**Records excerpted from a collection**
+--

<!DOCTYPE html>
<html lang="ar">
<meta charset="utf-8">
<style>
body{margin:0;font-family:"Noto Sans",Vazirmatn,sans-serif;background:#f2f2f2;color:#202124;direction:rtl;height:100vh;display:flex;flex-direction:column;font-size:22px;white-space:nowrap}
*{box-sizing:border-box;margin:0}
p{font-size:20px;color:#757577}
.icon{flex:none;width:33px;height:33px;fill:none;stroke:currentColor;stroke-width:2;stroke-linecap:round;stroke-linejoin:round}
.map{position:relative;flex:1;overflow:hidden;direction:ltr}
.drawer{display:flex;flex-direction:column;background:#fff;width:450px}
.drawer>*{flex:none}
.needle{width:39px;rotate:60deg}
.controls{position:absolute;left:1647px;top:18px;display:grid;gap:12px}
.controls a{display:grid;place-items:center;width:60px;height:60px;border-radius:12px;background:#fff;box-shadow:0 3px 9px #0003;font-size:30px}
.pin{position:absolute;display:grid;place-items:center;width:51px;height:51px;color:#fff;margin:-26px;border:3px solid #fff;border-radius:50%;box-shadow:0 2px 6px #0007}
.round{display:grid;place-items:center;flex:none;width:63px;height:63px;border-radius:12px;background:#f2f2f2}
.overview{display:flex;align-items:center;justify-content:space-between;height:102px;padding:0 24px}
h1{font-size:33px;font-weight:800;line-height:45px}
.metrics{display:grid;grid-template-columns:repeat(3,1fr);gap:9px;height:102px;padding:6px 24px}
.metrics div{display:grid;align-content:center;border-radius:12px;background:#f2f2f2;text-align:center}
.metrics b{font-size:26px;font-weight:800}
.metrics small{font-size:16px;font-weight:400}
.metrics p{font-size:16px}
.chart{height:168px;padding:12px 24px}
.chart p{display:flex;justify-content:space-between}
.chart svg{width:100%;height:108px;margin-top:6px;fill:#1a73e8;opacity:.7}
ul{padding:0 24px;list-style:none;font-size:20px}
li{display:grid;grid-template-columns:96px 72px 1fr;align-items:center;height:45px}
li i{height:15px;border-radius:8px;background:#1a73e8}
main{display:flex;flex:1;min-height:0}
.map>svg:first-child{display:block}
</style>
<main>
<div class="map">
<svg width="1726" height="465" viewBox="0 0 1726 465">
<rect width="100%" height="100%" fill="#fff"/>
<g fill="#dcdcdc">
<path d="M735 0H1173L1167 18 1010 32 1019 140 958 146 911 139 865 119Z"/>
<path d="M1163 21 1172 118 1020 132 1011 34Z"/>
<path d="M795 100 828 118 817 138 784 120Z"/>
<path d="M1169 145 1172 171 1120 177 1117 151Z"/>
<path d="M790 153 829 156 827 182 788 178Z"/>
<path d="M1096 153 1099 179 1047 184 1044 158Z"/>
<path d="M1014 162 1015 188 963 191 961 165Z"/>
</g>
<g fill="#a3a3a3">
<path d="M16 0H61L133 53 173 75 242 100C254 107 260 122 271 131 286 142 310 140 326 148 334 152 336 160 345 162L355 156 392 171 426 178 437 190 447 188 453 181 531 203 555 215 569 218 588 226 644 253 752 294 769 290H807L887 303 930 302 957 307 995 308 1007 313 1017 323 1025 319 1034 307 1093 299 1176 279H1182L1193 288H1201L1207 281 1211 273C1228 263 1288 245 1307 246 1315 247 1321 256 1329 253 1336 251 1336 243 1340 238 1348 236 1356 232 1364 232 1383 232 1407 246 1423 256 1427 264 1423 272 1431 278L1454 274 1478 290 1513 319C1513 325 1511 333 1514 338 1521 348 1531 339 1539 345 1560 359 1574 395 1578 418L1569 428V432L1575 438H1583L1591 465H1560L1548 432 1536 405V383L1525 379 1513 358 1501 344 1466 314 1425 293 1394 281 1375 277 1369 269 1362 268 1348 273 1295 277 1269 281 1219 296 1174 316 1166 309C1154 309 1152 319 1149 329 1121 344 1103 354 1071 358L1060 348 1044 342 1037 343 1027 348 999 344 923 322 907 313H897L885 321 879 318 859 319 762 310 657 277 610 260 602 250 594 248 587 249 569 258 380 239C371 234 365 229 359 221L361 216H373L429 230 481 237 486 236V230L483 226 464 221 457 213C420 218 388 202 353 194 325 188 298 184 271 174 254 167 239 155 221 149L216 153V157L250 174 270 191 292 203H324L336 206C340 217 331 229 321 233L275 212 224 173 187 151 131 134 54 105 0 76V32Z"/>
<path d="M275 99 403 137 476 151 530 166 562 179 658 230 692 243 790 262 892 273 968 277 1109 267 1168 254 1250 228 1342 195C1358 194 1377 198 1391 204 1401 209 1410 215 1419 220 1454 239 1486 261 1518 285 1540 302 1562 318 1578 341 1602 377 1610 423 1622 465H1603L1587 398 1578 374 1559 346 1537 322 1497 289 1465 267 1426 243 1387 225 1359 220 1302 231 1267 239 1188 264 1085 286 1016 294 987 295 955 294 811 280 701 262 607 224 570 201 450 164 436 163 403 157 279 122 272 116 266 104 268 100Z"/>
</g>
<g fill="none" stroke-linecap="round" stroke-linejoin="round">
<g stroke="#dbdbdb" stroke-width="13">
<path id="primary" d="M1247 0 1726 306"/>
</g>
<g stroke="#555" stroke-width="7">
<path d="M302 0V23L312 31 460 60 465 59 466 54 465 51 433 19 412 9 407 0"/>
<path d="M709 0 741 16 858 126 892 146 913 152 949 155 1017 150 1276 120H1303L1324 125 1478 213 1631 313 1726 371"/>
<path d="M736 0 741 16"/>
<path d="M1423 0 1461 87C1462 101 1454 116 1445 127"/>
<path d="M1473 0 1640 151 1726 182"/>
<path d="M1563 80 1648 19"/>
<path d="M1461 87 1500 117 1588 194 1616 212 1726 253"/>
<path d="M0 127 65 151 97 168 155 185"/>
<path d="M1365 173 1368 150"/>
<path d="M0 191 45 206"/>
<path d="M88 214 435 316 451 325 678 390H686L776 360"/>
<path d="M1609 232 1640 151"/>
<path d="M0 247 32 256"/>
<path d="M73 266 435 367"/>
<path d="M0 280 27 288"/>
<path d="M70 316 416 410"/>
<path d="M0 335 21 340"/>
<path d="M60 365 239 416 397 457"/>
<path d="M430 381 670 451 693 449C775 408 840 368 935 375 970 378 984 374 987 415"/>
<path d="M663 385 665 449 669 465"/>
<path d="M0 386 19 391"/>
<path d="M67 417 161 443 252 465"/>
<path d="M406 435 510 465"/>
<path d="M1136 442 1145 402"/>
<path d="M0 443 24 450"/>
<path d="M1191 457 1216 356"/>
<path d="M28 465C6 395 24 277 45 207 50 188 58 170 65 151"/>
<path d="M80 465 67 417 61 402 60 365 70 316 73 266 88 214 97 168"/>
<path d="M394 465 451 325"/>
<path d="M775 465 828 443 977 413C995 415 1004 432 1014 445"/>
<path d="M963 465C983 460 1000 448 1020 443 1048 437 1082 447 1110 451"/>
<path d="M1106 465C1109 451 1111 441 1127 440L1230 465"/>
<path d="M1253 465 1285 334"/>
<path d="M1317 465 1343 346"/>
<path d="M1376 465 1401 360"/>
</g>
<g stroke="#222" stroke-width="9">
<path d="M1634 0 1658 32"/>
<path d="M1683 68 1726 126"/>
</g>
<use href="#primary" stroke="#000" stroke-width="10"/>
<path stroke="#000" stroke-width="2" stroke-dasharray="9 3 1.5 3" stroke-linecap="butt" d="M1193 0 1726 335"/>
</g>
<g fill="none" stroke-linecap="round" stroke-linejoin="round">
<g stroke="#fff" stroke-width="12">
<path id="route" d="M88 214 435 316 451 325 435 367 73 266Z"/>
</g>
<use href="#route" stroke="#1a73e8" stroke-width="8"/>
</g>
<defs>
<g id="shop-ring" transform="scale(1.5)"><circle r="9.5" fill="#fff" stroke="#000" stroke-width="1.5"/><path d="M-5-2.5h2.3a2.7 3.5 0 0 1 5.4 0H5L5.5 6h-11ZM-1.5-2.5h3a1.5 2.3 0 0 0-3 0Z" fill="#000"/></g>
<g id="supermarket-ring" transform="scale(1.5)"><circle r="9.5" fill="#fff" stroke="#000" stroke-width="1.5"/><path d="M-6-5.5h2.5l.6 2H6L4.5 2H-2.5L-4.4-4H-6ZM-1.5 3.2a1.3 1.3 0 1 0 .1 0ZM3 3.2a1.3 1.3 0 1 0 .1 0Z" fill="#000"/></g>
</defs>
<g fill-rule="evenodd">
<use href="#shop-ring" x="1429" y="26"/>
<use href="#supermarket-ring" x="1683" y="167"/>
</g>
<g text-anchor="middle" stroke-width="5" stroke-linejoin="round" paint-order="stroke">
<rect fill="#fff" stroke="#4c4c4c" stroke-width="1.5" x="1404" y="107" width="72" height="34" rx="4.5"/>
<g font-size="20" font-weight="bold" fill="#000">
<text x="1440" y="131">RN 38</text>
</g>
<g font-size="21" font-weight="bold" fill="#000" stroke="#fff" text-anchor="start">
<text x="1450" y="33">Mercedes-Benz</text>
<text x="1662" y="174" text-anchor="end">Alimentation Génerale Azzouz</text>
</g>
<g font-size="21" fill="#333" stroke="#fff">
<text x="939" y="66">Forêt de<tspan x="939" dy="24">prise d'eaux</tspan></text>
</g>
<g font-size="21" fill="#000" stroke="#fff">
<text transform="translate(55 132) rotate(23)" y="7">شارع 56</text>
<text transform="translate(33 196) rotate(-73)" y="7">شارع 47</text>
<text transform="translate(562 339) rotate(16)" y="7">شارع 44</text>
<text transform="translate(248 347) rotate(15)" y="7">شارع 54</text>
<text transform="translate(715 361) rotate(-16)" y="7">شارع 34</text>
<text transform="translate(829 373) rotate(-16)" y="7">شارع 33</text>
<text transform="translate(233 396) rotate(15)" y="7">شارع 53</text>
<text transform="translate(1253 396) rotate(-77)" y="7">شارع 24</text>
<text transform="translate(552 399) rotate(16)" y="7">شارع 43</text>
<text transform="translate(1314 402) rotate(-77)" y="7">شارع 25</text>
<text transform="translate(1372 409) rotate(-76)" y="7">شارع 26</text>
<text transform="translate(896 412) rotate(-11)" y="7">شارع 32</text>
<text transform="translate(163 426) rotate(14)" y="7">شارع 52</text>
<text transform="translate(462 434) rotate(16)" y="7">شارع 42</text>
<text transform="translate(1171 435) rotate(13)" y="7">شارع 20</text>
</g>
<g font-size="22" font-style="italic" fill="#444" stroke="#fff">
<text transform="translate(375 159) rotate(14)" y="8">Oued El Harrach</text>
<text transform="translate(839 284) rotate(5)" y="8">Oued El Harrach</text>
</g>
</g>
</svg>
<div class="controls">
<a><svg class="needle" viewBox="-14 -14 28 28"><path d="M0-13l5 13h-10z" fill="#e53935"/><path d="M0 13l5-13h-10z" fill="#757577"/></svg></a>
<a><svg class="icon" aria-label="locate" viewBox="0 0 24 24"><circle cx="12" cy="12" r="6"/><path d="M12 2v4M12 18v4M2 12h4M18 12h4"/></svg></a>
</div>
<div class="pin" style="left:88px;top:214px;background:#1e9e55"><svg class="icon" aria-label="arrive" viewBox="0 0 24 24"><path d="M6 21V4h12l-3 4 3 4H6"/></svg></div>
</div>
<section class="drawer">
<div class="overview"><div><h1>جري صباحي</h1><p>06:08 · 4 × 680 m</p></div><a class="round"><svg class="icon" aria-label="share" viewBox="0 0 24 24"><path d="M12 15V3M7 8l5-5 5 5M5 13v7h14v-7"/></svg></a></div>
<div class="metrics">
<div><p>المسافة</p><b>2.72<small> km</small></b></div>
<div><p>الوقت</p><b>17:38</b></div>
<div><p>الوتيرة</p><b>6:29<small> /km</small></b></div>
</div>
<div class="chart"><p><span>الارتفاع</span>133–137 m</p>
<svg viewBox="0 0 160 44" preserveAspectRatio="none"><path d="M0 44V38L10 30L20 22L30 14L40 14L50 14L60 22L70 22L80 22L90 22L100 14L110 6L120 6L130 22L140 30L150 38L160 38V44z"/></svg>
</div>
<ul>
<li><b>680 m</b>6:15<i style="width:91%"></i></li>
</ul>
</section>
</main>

+--

**Exercise directions**
Check each line of the entries for the string "controls". Copy the lines that have it.

**Solved problem**
.controls{position:absolute;left:1647px;top:18px;display:grid;gap:12px}
.controls a{display:grid;place-items:center;width:60px;height:60px;border-radius:12px;background:#fff;box-shadow:0 3px 9px #0003;font-size:30px}
<div class="controls">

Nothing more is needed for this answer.